Yep sorry that english thing again ... the above is indeed misleading now I re-read in that it provides an image of half the body disappearing which is a bit excessive and wrong
I can't stop laughing at the idea of half the body disappearing such a funny thought.
However C-14 also decays with beta emmission to N-14 not alpha emission Rose (
http://en.wikipedia.org/wiki/Carbon-14).
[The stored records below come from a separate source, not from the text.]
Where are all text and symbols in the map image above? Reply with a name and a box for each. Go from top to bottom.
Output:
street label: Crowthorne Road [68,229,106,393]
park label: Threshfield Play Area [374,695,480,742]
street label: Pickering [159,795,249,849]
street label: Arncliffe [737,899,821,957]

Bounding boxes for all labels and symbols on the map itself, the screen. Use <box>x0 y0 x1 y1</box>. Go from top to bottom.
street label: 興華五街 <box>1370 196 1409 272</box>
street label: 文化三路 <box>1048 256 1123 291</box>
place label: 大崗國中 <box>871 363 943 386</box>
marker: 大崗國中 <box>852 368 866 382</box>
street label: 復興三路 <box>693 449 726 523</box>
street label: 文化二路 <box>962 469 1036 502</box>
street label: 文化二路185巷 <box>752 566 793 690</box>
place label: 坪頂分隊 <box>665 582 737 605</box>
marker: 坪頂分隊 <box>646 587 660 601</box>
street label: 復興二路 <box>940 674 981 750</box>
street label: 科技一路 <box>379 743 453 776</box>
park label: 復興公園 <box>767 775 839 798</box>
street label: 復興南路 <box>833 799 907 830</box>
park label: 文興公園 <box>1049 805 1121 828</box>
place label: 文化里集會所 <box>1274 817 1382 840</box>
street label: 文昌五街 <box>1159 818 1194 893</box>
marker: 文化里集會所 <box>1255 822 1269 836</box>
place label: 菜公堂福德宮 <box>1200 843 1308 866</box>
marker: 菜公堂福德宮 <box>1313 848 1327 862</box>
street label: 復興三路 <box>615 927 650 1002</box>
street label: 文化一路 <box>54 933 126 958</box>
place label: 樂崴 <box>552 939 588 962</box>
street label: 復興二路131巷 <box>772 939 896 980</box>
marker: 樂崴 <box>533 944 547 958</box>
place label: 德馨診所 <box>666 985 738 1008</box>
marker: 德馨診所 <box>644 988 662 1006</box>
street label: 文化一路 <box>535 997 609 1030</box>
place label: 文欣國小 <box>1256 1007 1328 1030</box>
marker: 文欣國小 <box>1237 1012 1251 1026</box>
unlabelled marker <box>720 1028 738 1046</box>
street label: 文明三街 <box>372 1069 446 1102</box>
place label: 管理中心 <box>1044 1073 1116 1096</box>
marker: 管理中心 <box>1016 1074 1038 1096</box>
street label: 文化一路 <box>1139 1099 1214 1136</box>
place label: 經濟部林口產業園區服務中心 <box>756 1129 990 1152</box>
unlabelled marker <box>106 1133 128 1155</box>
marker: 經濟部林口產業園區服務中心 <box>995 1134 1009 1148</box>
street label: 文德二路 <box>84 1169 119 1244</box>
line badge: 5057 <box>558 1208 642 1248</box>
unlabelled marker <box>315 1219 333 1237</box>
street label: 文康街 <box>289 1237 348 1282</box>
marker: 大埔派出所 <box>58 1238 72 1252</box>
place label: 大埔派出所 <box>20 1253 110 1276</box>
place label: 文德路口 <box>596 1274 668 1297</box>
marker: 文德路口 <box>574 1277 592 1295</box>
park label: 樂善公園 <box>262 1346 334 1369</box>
Thats why we can't do the test in the lab on live subjects (
http://sciencedemonstrations.fas.harvard...gecontent270775)
If you look at figure 2 on the side of the wiki link it shows you the balancing act when organisms are alive versus when they die (alive at the top versus dead at the bottom).
I guess technically what we should say is the half the c-14 bondings which will be (18%(composition of body as carbon) * 1.1% C14 to C-12 ratio)= 0.198% of the body mass will almost certainly unbond when the C14 decays to N14. It will be the same for all unstable isotypes by their decay half lifes and the result will be massive tissue damage.
I guess we should also say the cell damage from freezing a body is going to be more massive than the decay damage but at least the chemical compositions and amino acids remain correct from freeze damage where they do not remain correct from decay damage. Mind you this is probably getting way way off track and not relevant to the thread topic.
Probably all we need to take out of the whole discussion is carbon based life has an entropic energy overhead to counter the natural radioactive decays. The bigger and more complex the organism the bigger the overhead.
None of that is new or controvesal, Ilya Prigogine recieved the Nobel Prize in 1977 for his work in the area blending QM and biology but the work appears not to have made it down to biology. (
http://en.wikipedia.org/wiki/Ilya_Prigogine)
Prigogine notes numerous examples of irreversibility, including diffusion, radioactive decay, solar radiation, weather and the emergence and evolution of life. Like weather systems, organisms are unstable systems existing far from thermodynamic equilibrium. Instability resists standard deterministic explanation. Instead, due to sensitivity to initial conditions, unstable systems can only be explained statistically, that is, in terms of probability.